Inference on Trained Models: I use paraphrase-MiniLM-L6-v2 for my inference to get the output file ./output/dept_preds.csv because this model is much faster than other models while performing almost closer than other. In case of production, we need to consider these tradeoffs. The inference is done in 3 steps:

  • Data Preprocessing: There are a lot of noises in the ./data/jobtitles_all.txt file. The preprocessing is done in 3 steps:

    1. The '/'s are replaced with 'or' and '&'s are replaced with 'and'.

    2. Remove all the punctuations.

    3. Remove all the noisy words. The noisy words I identified are the following:

      ["ceo ", "coo ", "cfo ", "cio ", "cmo ", "chro ", "cto ", "director ", "chief ", "president ", "vice president ", "vp ", "vice chair ", "board member ", "member ", "team member ", "team captain ", "owner ", "chairman ", "co - chair ", "co - chairman ", "senior "]
      
  • Loading the Models: Since the trained models are of big size, they are currently stored in Google Drive. The models are automatically downloaded whenever specified. The default model is paraphrase-MiniLM-L6-v2. The corpus embeddings of department topics are generated.
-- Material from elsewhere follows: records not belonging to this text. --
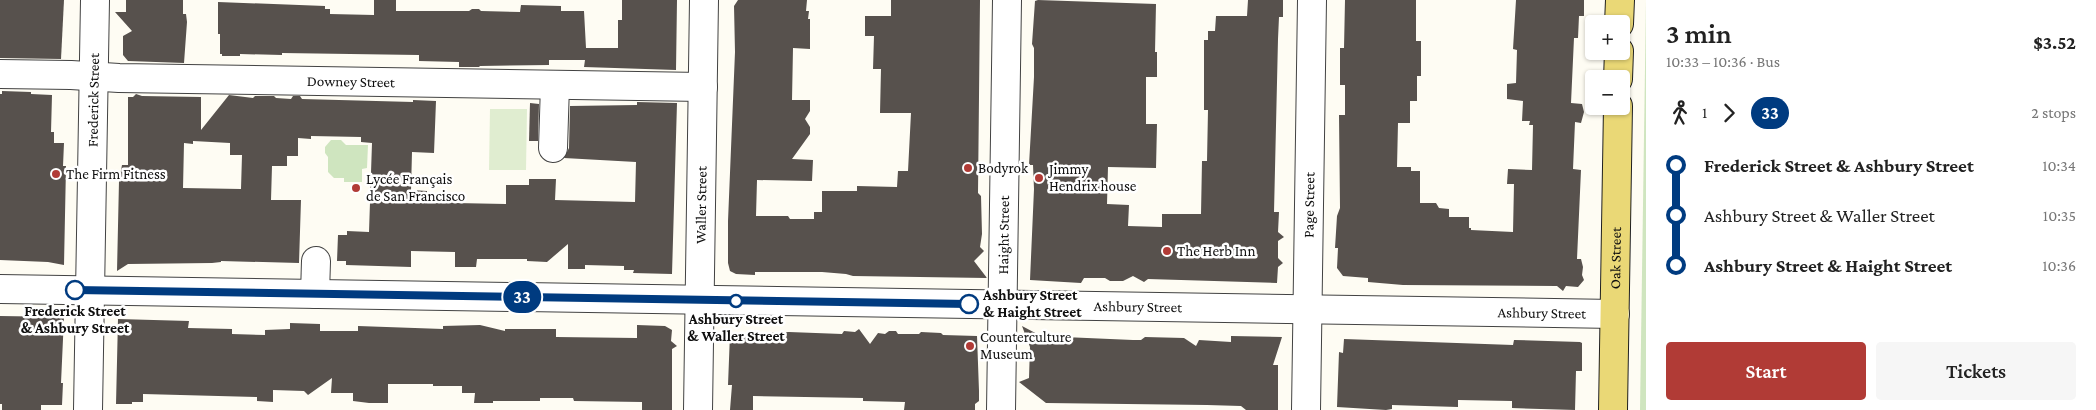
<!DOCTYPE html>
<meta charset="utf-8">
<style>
body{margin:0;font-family:"Crimson Pro",serif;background:#f6f6f6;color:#222;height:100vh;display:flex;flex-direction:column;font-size:19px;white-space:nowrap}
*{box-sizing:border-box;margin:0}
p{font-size:16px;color:#767676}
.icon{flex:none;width:28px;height:28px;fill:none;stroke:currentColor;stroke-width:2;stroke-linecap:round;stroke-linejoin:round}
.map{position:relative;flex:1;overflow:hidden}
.details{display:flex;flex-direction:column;background:#fff;width:450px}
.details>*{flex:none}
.badge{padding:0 10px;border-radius:16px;font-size:18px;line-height:32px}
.controls{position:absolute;left:1585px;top:15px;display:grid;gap:10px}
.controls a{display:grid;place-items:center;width:45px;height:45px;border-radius:5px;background:#fff;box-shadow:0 1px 4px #0004;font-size:25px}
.map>.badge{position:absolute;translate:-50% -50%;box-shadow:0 0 0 2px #fff}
.legs{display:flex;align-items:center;gap:8px;height:55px;padding:0 20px;font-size:16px}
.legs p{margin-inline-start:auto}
.overview{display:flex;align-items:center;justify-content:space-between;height:85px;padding:0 20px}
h1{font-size:28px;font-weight:600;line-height:38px}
.action{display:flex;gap:10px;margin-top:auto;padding:10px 20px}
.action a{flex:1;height:58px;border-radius:5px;background:#b13b36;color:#fff;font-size:20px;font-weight:600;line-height:58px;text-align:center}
.action a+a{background:#f6f6f6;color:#222}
ul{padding:0 20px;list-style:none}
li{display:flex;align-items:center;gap:18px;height:50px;font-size:19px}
li i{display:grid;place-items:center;width:8px;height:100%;margin:0 6px;background:currentColor}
li i::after{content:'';width:12px;height:12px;margin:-6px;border:4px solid;border-radius:50%;background:#fff}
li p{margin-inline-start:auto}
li:first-child i{background:linear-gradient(#0000 50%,currentColor 0)}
li:last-child i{background:linear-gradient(currentColor 50%,#0000 0)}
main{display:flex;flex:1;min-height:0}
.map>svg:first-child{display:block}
.green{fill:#cfe5bf}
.pitch{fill:#e0edd0}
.building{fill:#57514d;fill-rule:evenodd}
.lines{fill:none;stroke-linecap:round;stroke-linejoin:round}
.minor-casing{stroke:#424242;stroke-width:30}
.major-casing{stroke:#202020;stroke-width:30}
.minor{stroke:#fff;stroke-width:28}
.major{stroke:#ead876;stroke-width:28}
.line-1-casing{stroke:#fff;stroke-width:11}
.line-1{stroke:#003b80;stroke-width:8}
.poi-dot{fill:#b13b36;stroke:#fff;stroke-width:2}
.stop-1-dot{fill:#fff;stroke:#003b80;stroke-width:2.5}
.labels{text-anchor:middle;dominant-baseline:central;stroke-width:5;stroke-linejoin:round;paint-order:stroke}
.street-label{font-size:15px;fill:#0f0f0f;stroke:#fff}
.poi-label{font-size:15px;fill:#0f0f0f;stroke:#fff;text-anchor:start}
.stop-label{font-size:15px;font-weight:bold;fill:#0f0f0f;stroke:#fff}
</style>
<main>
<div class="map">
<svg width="1646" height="410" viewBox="0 0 1646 410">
<rect width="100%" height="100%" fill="#fefcf3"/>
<g class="green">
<path d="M 1646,0 L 1646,410 L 1640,410 Z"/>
<path d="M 331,140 L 341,140 L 346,145 L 368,145 L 367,168 L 362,169 L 362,182 L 344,182 L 344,178 L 334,178 L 328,172 L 328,157 L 325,153 L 325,147 Z"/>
</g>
<path class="pitch" d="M 490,109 L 527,109 L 526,170 L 489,170 Z"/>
<g class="building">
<path d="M 0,0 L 64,0 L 61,59 L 0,58 Z"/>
<path d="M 126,0 L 183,0 L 183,14 L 186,14 L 187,22 L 184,63 L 128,61 L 123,55 L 123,36 L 132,31 L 115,12 L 126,12 Z"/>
<path d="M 374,0 L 396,0 L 396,11 L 469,11 L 472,9 L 479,9 L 481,11 L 520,12 L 521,5 L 561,6 L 561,11 L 584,11 L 586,48 L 618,48 L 618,20 L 622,20 L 622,0 L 677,0 L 676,70 L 584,67 L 585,60 L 549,60 L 549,65 L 480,66 L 479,67 L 459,67 L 459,62 L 419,61 L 419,55 L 282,53 L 282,55 L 240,54 L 240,56 L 222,56 L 222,54 L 220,54 L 220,34 L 218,34 L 218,2 L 325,6 L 325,9 L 330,9 L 330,14 L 374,15 Z"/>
<path d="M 738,0 L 807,0 L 806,11 L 809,11 L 808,19 L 810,19 L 810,49 L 793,48 L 792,100 L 810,100 L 810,111 L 805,119 L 810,127 L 810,134 L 792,159 L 813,160 L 812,181 L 757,180 L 756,216 L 788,216 L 790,219 L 814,219 L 814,212 L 822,212 L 822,191 L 857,191 L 857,186 L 897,187 L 898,171 L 908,171 L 911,113 L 880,113 L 881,69 L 873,69 L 874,36 L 865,36 L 865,16 L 891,16 L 891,0 L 980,0 L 978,193 L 981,196 L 982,234 L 980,247 L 984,251 L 974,261 L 987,278 L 853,276 L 846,274 L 822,272 L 755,272 L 755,275 L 736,274 L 730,271 L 728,263 L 728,221 L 735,52 L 734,6 Z"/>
<path d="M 1038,0 L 1156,4 L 1155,52 L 1157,52 L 1157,77 L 1146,77 L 1146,124 L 1157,124 L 1156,168 L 1108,167 L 1107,204 L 1129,205 L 1128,226 L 1162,227 L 1162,214 L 1201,214 L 1202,161 L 1207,161 L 1208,110 L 1204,110 L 1204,40 L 1208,40 L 1208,31 L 1215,31 L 1216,16 L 1247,16 L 1248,0 L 1283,0 L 1283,17 L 1279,17 L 1278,39 L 1274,212 L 1279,212 L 1278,232 L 1284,237 L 1278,241 L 1278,258 L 1283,263 L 1278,267 L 1277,283 L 1148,279 L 1144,282 L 1133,276 L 1123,281 L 1110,281 L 1105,278 L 1084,278 L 1081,283 L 1030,280 L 1034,189 L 1033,165 L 1029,165 L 1034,77 L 1034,48 L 1032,44 L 1035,1 Z"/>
<path d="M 1345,0 L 1416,0 L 1416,41 L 1421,41 L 1421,76 L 1417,76 L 1417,101 L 1410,101 L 1410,123 L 1398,123 L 1397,167 L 1411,167 L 1411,171 L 1420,171 L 1420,203 L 1436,203 L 1439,208 L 1449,209 L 1449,217 L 1469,217 L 1469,228 L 1471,228 L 1471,230 L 1513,232 L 1514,184 L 1507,184 L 1508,169 L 1532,170 L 1533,125 L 1529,125 L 1530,121 L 1522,121 L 1523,101 L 1507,99 L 1507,84 L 1516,83 L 1517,50 L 1513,49 L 1516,0 L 1584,0 L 1584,16 L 1579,16 L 1578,38 L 1574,38 L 1571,103 L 1582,104 L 1584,112 L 1581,123 L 1575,122 L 1573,169 L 1581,170 L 1577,259 L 1581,259 L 1583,267 L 1582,275 L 1584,280 L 1578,287 L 1566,286 L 1563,291 L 1557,286 L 1403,285 L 1368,282 L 1368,278 L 1343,276 L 1337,268 L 1338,248 L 1335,248 L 1337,216 L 1340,208 L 1339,115 L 1345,115 L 1345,85 L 1340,85 L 1340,48 L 1344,48 Z"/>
<path d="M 2,91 L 31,92 L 31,94 L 52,95 L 51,132 L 54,132 L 54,143 L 64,143 L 63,166 L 66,166 L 64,265 L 48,262 L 0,260 L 0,94 L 2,94 Z"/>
<path d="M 136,94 L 142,96 L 201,97 L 201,130 L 229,95 L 253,98 L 255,96 L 274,96 L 276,98 L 291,99 L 293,96 L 300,96 L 302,99 L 413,102 L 413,100 L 436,101 L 434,153 L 412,152 L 411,190 L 427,191 L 427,194 L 449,195 L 449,197 L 455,197 L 455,203 L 506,204 L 506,185 L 529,185 L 529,179 L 556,179 L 555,200 L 635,202 L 636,162 L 564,158 L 569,148 L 570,106 L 637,105 L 637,102 L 677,103 L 672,274 L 633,273 L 634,270 L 624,270 L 624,266 L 585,265 L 585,269 L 568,269 L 568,244 L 547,262 L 527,261 L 527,259 L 477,259 L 476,267 L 455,267 L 455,252 L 411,251 L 411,267 L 346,265 L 346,261 L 337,261 L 338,235 L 347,235 L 347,231 L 369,232 L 372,143 L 361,142 L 361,137 L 311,136 L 311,139 L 298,138 L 298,156 L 287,156 L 287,166 L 272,166 L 271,200 L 301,200 L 299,263 L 221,261 L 221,262 L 212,263 L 128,264 L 117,271 L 119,181 L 122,165 L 128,165 L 128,97 L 133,97 ZM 193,141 L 230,143 L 230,155 L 242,155 L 241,189 L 183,188 L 184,143 L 193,144 Z"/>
<path d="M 530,103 L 539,104 L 538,141 L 529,141 Z"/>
<path d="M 0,316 L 64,317 L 61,383 L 63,383 L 62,405 L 41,405 L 41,410 L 2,410 L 2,404 L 0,404 Z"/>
<path d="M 118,319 L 189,321 L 188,328 L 232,329 L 232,334 L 265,335 L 265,330 L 290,329 L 290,323 L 320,324 L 320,331 L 358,331 L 358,326 L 443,329 L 443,326 L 480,325 L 505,331 L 505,329 L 556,329 L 556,337 L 637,338 L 637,325 L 665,326 L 672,330 L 671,341 L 677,346 L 672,349 L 672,410 L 642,410 L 642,402 L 574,401 L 573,398 L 540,398 L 540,401 L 493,401 L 493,403 L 474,403 L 475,393 L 462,393 L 462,386 L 433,386 L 433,384 L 388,384 L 388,403 L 369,403 L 353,401 L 353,393 L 331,393 L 332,378 L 308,395 L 304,391 L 273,390 L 273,402 L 257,401 L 257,397 L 143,394 L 143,402 L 132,402 L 132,404 L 116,404 Z"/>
<path d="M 1022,326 L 1041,336 L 1133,340 L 1141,340 L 1145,337 L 1184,338 L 1196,346 L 1199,340 L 1231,342 L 1231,336 L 1282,337 L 1273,365 L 1278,365 L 1278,410 L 1246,410 L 1241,406 L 1207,405 L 1046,403 L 1019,382 L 1029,378 L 1030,347 Z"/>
<path d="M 859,329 L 870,344 L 878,333 L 885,334 L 889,331 L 896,331 L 898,334 L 919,334 L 921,332 L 941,333 L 943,335 L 977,336 L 979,391 L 979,401 L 975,404 L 975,410 L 904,410 L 905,402 L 863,401 L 863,398 L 753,396 L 753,410 L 730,410 L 732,385 L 728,385 L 730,334 L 789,332 L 842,334 L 844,331 L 855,332 Z"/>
<path d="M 1344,339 L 1513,345 L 1514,340 L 1580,342 L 1582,343 L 1582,371 L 1576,371 L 1575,410 L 1512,408 L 1512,401 L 1458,400 L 1458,407 L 1392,405 L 1392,409 L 1386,410 L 1337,407 L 1339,352 L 1343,353 Z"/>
</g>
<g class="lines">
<defs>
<g id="minor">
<path id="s1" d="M 0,74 L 71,75 L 119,78 L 703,87"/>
<path d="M 553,148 L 555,85"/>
<path id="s2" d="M 0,289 L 1615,314"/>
<path d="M 315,294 L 316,261"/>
<path id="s3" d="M 88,410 L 95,0"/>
<path id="s4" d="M 698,410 L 704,0"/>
<path id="s5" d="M 1001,410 L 1007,0"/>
<path id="s6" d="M 1306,410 L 1312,0"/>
</g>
<g id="major">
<path d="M 1619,24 L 1620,0"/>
<path d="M 1618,79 L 1619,51"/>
<path id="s7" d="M 1613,410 L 1618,106"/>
</g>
</defs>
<use href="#minor" class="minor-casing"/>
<use href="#major" class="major-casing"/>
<use href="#minor" class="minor"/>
<use href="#major" class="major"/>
</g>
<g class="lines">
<defs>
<path id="line-1" d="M 75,290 L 969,304"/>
</defs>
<use href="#line-1" class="line-1-casing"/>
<use href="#line-1" class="line-1"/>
</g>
<g class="poi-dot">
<circle cx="968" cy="168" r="5"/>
<circle cx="56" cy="174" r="5"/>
<circle cx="1039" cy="178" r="5"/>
<circle cx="356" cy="188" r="5"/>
<circle cx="1167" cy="251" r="5"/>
<circle cx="970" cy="346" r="5"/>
</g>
<g class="stop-1-dot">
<circle cx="75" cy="290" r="9"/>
<circle cx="736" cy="301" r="6"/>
<circle cx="969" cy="304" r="9"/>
</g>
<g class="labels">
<g class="street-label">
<text stroke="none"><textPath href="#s1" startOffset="351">Downey Street</textPath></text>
<text stroke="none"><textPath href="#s3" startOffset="310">Frederick Street</textPath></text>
<text stroke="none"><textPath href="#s4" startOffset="205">Waller Street</textPath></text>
<text stroke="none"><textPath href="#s6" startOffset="205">Page Street</textPath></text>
<text stroke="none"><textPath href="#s5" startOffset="175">Haight Street</textPath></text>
<text stroke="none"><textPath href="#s7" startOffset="152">Oak Street</textPath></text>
<text stroke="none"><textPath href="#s2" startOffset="1138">Ashbury Street</textPath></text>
<text stroke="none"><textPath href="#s2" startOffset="1542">Ashbury Street</textPath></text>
</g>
<g class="poi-label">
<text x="978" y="168">Bodyrok</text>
<text x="1049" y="169">Jimmy<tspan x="1049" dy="17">Hendrix house</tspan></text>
<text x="66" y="174">The Firm Fitness</text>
<text x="366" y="179">Lycée Français<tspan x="366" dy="17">de San Francisco</tspan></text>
<text x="1177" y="251">The Herb Inn</text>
<text x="980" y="337">Counterculture<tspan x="980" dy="17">Museum</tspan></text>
</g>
<g class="stop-label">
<text x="983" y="295" text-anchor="start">Ashbury Street<tspan x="983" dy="17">&amp; Haight Street</tspan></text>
<text x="75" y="311">Frederick Street<tspan x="75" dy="17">&amp; Ashbury Street</tspan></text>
<text x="736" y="319">Ashbury Street<tspan x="736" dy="17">&amp; Waller Street</tspan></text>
</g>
</g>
</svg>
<div class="controls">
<a>+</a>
<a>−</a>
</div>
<b class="badge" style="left:522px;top:297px;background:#003b80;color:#fff">33</b>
</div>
<section class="details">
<div class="overview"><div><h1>3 min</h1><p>10:33 – 10:36 · Bus</p></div><b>$3.52</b></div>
<div class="legs"><svg class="icon" aria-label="walk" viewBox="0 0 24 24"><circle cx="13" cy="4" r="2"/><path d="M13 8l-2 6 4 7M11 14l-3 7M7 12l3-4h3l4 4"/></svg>1<svg class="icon" aria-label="forward" viewBox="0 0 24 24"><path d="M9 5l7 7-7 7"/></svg><b class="badge" style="background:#003b80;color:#fff">33</b><p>2 stops</p></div>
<ul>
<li><i style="color:#003b80"></i><b>Frederick Street &amp; Ashbury Street</b><p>10:34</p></li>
<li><i style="color:#003b80"></i><span>Ashbury Street &amp; Waller Street</span><p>10:35</p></li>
<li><i style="color:#003b80"></i><b>Ashbury Street &amp; Haight Street</b><p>10:36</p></li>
</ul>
<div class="action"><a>Start</a><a>Tickets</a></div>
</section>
</main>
  • Inference: The inference is done in 3 steps:

    1. If all the words in the a job title is a noisy word, the title is ignored.
    2. If the job title is not English, the title is ignored. I used polyglot library to identify the language.
    3. The top 20 phrases similar to the job title is selected. If they have >=0.5 similarity score, the departments are taken into consideration and attributed to the job title.

    More about the output file is discussed in the first section.

Possible Improvements:

  • An annotated job title data as test set might be a good way to improve the performance further because as I mentioned in the last section, I used the top 20 phrases and >=0.5 similarity score for inference. Both of them were an educated guess from my previous experience. But an educated guess does not always ensure the results. An annotated set might help us tune these hyperparameters.
  • I used some of the words as noisy words like ceo, director. This list of noisy words is also an educated guess and totally from my intuition. But, a comprehensive list by domain experts might give a better direction.
  • A more extensive list of department and their topics might give us a better result in the long run.